This video has been fantastic! I didn't go through a phase of self-harming the way some do. I used food as that crutch, that bandaid to cover whatever deeper wounds I wasn't willing to look at. I have been very conscious about my self talk and I will stop and rephrase with kindness instead of malice. I have set boundaries and limits when I realized how much I was over-giving. I used to worry about being selfish, but I know now that I'm doing what is best for me. Blocking that "friend" who only wanted to see me when they're drunk, who then ghosts me for days or months at a time...nope, I don't accept that treatment from myself or anyone else. It's a process that is ongoing, not a destination. Continuous improvement is my goal. And the next big thing is your last point - not using the past as an excuse to stay stuck. I look back and know I did the best I could at the time and acknowledge what I learned from the situation so as not to repeat it in the future. It's a tough one.
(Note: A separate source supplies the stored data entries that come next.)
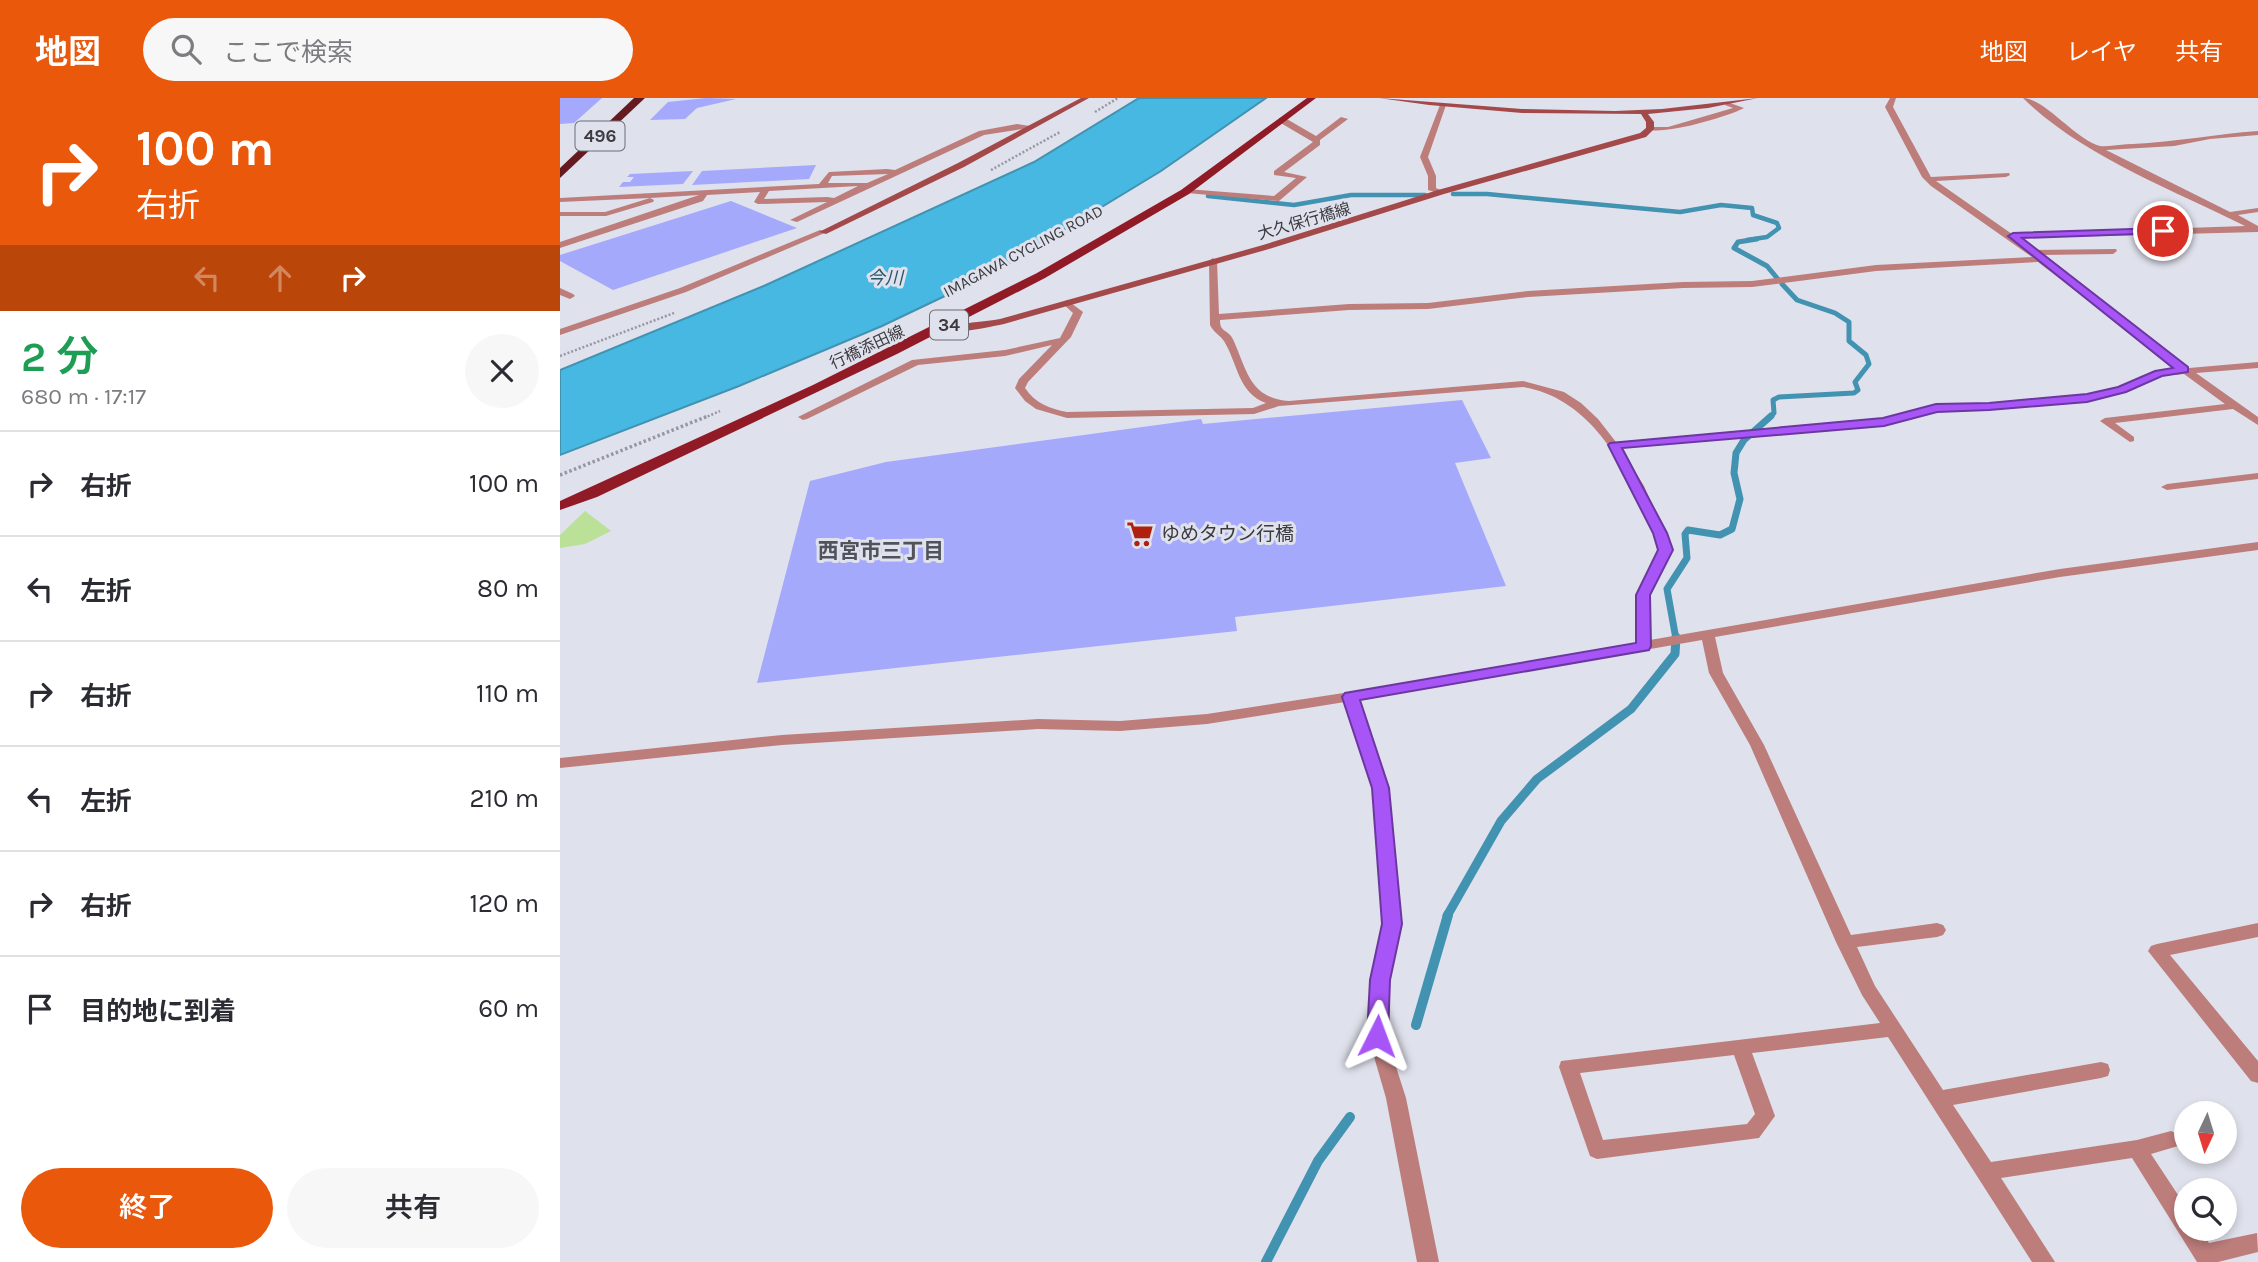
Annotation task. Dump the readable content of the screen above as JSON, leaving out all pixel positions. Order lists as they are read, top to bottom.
{
  "streets": {
    "highway": ["496"],
    "main road": ["大久保行橋線", "34", "行橋添田線"]
  },
  "crossings": [
    ["大久保行橋線", "行橋添田線"]
  ],
  "districts": ["西宮市三丁目"],
  "water": ["今川"],
  "places": {
    "supermarket": ["ゆめタウン行橋"]
  },
  "north": "bottom",
  "page": {
    "header": "地図",
    "search": "ここで検索",
    "nav": ["地図", "レイヤ", "共有"],
    "turn": ["100 m", "右折"],
    "heading": ["2 分", "680 m · 17:17"],
    "list": [
      {
        "name": "右折",
        "value": "100 m"
      },
      {
        "name": "左折",
        "value": "80 m"
      },
      {
        "name": "右折",
        "value": "110 m"
      },
      {
        "name": "左折",
        "value": "210 m"
      },
      {
        "name": "右折",
        "value": "120 m"
      },
      {
        "name": "目的地に到着",
        "value": "60 m"
      }
    ],
    "buttons": ["終了", "共有"]
  }
}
Thank you for your honesty and willingness to share such intimate parts of yourself. 💜
I resonated with a LOT of what you said and what’s needed to go the way of the Dodo in order to be more self loving, including learning from the past instead of using it as a way to stay stuck. It is so true that self love is a choice to be made daily and not a destination. I do also try to make that choice everyday and sometimes I fail but that’s just part of the journey. Thank you for being exactly who you are. You’re appreciated from across the pond!
Thank you Kelly-Ann 💜
💙💙💙 I'm so grateful to you.
All I can say is, wow. This video hit deep, I took two pages of notes, and will definitely revisit this whenever I need a pep talk. Kick-ass insights as always, Kelly-Ann, and thank you for sharing. 🧡✨🌻
Love you Kelly-Ann! Thank you for all you do.♥️♥️♥️♥️
As per usual, the absolute best medicine served up just as I needed it!! The perfectionist bit 🤦🏻♀️ ahhh I am that Virgo ♍️ Thank you so much for all that you give to this community 💫
such a beautiful, thoughtful & freeing talk, Kelly-Ann!
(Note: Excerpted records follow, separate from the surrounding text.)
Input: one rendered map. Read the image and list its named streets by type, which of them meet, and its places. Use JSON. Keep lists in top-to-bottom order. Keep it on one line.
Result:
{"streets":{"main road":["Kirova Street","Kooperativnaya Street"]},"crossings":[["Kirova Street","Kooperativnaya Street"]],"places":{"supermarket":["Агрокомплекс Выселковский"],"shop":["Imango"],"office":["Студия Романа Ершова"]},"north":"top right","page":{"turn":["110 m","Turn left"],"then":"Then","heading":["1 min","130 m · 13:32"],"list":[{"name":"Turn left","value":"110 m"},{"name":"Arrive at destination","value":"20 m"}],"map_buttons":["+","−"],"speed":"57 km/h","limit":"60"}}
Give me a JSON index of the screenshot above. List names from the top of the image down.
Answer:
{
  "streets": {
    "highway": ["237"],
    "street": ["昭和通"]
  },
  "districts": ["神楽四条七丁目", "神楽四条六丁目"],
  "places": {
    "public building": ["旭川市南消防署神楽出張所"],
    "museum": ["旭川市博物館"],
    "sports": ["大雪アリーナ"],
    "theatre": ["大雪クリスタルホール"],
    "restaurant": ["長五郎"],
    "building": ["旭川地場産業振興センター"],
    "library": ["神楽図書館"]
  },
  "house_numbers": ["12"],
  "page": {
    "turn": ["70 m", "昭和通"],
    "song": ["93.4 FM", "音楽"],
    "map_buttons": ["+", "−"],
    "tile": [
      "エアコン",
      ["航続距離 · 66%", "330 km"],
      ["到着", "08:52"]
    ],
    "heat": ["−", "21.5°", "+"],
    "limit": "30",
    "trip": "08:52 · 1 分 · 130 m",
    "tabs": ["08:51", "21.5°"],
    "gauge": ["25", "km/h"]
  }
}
the most mind & heart - opening for me:
#1 - let go of perfectionism & create anyway. Who knew how emotionally harming this is?!? & I love the quote - the more creativity you use - the more you creativity you create! When you spoke about your collage and poetry not being mainstream.... I think of the JOY I have in seeing the arc of artists - of all mediums - and their journey, twists, turns, growth. Create = growth !!! Regarding other "not getting" your work... Look up letters to the editor of Le Monde - 1887. "a scar on the face of Paris!" this was Parisian opinions of the Eiffel Tower. 1977.... the exact words were printed regarding the dynamic & beloved Pompidou Centre.
#6 - accepting that you have a beautiful unique perspective, and have valuable things to share -from where your unique / genuine preferences & curiosities lead. YES! YOUR OWN unique & genuine perspective. Why waste time comparing and contrasting ... and possibly mimicking what others have put out - when our unique VOICES are where the charm & growth is. the WORLD craves & loves different perspectives - shared in unique, authentic, beautiful ways. a warmth washed over & through me hearing #6.
#10 - where your mom, after apologizing & owning her part - said enough! time for you to own it in whatever way you need to - but move on. POWERFUL.
THANK YOU, Kelly-Ann. Seriously important information - for a universally crippling condition. These are serious - Nobel level insights. Thank you, beautiful heart.
Thank you for sharing so much !
Thank you so much Kelly-Ann! ❤ This was so fortifying and important for me to watch.
So useful right now to hear all of these things! I could really relate and feel motivated to face these head on
Thank you
Exactly what I needed to listen to today, thank you. Also, welcome to the world of "unpopular" poetry. Have had to do tons of work in that arena in order not to sit and do nothing in my creative practice. I've got a small book coming out with a small press that does editions of 50 (yes, fifty, I didn't forget a zero) and it's the perfect home for what I do. Oof that first section about scarcity mentality and creativity I need to re-listen to every day on repeat. Thank you.
This was so helpful!!
thank you for this! i just want to say that as I learn about the craft, I am starting to see how well your creation of self love September is so in line with the fall equinox and Samhain. These videos are sort of a meditation for your viewers as we move into the darker part of the year in the northern hemisphere, which can be a time when many people start to feel down on themselves for various reasons.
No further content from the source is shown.